PROBLEM DETAILS: Drop all images and give the records again exactly.

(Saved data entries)
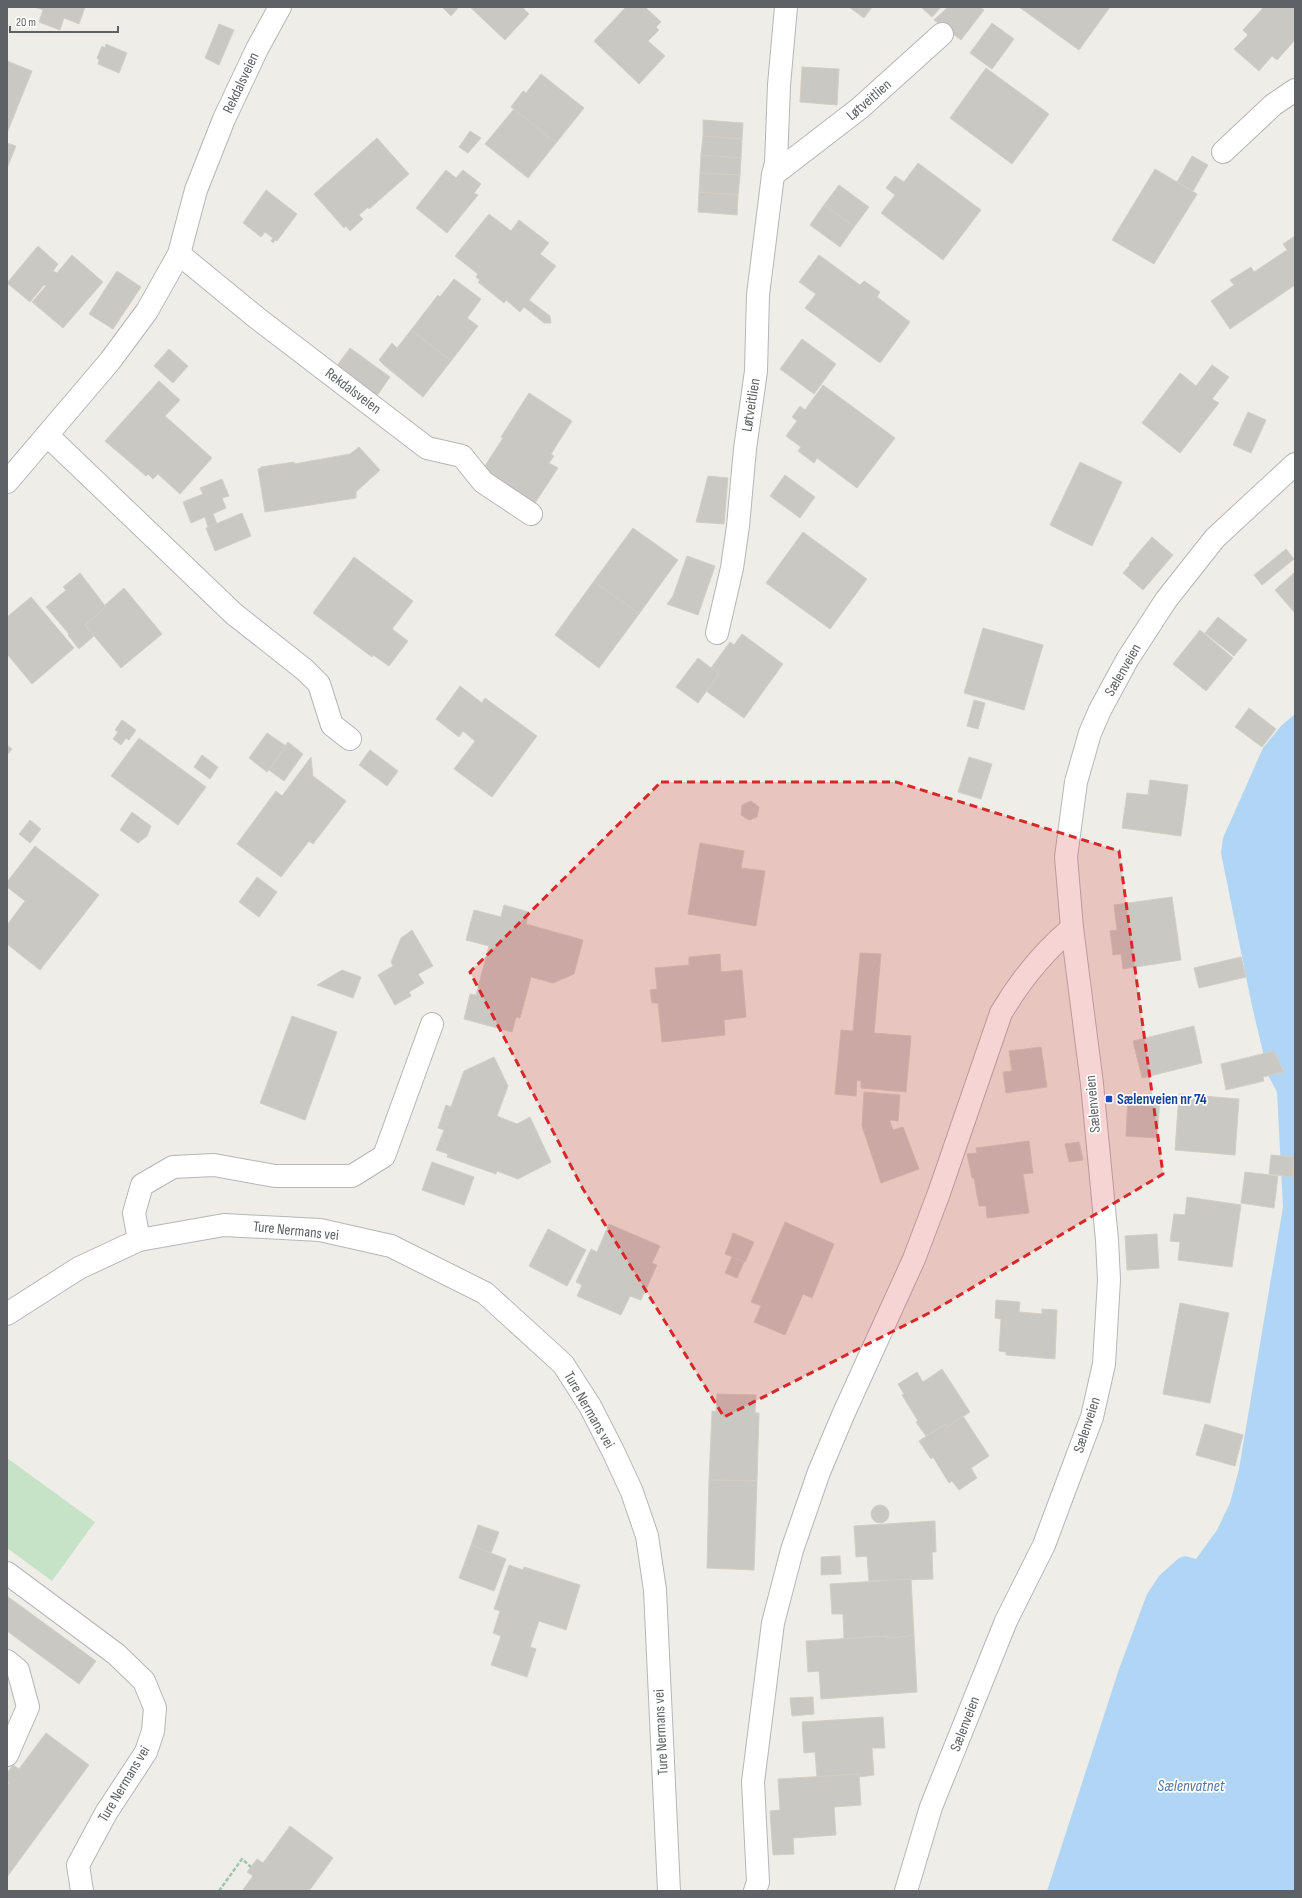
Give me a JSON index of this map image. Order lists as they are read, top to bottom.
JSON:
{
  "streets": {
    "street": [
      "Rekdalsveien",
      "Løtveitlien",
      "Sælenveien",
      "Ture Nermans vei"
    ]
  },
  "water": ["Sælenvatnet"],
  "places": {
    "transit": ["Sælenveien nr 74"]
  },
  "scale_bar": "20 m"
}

RESPONSE TO THE TASK:
Give me a JSON index of this map image. Order lists as they are read, top to bottom.
JSON:
{
  "streets": {
    "street": [
      "Rekdalsveien",
      "Løtveitlien",
      "Sælenveien",
      "Ture Nermans vei"
    ]
  },
  "water": ["Sælenvatnet"],
  "places": {
    "transit": ["Sælenveien nr 74"]
  },
  "scale_bar": "20 m"
}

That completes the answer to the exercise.